Stava per incamminarsi, quando Matthew lo chiamò.
"Dominic, senti, lo so che non è molto, e che non lo vuole nessuno, né che tu me lo hai chiesto, né che io abbia intenzione di-"
Dom lo interruppe con uno sguardo d'impazienza.

"Okay, insomma: ti andrebbe di conservare il mio bottone? Ma così, in senso d'amicizia, formalment-"
Dom gli strappò il bottone dalla giacca e lo guardò come un tesoro nel palmo della mano. Non ci poteva credere, non di avere addirittura il bottone che aveva spiato più volte nel pomeriggio, ma che non aveva mai avuto il coraggio di chiedere!

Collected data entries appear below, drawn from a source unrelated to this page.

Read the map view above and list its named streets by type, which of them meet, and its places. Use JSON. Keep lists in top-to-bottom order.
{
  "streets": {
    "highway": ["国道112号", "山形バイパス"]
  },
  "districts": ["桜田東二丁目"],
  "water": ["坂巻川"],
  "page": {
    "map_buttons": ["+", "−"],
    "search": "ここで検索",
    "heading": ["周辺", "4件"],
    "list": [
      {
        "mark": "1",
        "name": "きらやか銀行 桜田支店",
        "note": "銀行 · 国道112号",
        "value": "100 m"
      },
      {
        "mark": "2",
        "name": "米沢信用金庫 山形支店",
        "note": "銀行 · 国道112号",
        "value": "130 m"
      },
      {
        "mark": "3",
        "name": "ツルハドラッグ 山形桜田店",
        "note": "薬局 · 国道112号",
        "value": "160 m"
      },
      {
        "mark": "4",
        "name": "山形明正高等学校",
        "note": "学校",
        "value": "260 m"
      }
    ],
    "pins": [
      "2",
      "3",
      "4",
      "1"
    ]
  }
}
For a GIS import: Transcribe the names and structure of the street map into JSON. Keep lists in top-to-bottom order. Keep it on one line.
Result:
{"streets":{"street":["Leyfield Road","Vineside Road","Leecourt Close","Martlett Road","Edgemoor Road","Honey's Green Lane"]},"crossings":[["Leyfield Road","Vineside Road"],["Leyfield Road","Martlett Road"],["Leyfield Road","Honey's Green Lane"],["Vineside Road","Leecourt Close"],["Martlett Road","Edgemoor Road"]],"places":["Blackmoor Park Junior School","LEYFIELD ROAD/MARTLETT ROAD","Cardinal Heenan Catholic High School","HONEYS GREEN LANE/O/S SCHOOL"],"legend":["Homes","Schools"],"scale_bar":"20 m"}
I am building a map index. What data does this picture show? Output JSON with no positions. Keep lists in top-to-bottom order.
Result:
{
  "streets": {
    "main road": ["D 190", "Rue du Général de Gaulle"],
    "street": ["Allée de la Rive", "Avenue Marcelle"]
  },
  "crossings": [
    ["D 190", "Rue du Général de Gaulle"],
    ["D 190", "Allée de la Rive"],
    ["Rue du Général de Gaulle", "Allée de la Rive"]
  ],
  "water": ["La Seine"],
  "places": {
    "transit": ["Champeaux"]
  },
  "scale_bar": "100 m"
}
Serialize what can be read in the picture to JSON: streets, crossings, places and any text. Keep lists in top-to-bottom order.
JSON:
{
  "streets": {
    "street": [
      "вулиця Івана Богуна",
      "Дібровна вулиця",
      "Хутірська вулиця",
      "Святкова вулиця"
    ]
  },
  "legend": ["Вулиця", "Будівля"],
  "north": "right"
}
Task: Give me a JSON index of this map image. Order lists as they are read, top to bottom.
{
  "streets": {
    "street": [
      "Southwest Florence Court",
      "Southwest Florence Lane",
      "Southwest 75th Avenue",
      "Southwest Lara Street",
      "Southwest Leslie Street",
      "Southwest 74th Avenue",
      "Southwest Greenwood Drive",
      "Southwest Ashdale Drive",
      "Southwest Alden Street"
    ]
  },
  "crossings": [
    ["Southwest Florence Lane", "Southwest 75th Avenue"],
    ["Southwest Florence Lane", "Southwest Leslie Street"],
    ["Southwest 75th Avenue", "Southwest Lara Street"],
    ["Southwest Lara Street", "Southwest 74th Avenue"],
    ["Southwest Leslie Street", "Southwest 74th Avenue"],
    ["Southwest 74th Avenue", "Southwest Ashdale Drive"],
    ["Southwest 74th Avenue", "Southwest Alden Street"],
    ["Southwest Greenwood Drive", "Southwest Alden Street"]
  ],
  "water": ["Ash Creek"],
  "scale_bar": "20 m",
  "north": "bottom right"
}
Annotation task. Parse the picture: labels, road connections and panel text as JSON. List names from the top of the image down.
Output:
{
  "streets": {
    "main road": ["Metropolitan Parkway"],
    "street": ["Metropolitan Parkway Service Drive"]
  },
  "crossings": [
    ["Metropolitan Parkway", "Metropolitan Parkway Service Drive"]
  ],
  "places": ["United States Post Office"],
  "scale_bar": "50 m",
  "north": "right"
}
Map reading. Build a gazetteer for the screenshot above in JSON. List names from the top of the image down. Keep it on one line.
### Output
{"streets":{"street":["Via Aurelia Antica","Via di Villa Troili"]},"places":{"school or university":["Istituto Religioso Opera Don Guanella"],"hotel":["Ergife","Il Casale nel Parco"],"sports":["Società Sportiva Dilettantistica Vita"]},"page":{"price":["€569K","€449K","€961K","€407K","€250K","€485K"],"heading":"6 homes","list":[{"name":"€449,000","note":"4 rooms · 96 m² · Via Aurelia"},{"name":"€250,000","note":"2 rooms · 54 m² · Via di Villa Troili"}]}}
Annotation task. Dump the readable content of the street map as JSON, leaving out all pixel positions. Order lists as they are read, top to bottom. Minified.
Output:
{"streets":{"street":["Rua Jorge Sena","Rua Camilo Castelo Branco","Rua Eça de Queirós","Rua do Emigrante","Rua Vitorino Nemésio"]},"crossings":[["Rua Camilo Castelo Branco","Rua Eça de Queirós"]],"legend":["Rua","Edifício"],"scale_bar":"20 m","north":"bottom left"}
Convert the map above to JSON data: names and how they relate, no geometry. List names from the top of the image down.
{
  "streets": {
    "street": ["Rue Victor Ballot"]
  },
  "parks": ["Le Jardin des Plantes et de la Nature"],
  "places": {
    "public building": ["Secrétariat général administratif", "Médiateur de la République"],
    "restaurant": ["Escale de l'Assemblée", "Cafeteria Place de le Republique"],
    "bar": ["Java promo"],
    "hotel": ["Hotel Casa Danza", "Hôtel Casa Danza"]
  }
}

"È un sì, credo!" scoppiò a ridere Matt, così felicemente sorpreso dalla risposta affermativa di Dom.
Amava la sua decisione, la sua sicurezza; e quanto invidiava la sua pace, la sua gioia di vivere.
Dom lo strinse nella mano sinistra, sicuro che appena fosse arrivato a casa lo avrebbe chiuso a chiave nel suo cassetto personale. Poi si guardò il suo, di bottone. Quello stupido tondino luccicante che avevano desiderato in tante, in troppe per ottenerlo. Lo staccò con la mano libera, dopo di che si fece serio.
-Il bottone dell'amore... pensò velocemente Matt, senza accorgersene, come se fosse stato pensato da qualcun altro.
Dom glielo consegnò, e gli venne anche da sorridere, perché avevano infranto la cerimonia, visto che nella cerimonia era solo uno a dare il bottone, e perché fra i tanti a spasimare quell'oggetto, beh, era andato proprio nelle mani del più trascurabile, invisibile, ma infinitamente amabile ragazzo.
Le dita si sfiorarono appena.
"Ci vediamo, Dom." Concluse il ragazzo talmente ignorabile da aver stravolto un'altra volta i sentimenti di quello imperturbabile, di quello calmo.
"Ci vediamo, Matt." Concluse il ragazzo talmente donnaiolo da aver dato il suo bottone al suo migliore amico (un tipo così distaccato da arrossire davanti ad un sorriso!).

E, anche se si avviarono verso due direzioni opposte, anche se per quei giorni sarebbero stati divisi, quindi isterici per la mancanza, portavano con loro un bottone. Un piccolo, ma fondamentale pezzo della loro, chiamiamola così, amicizia.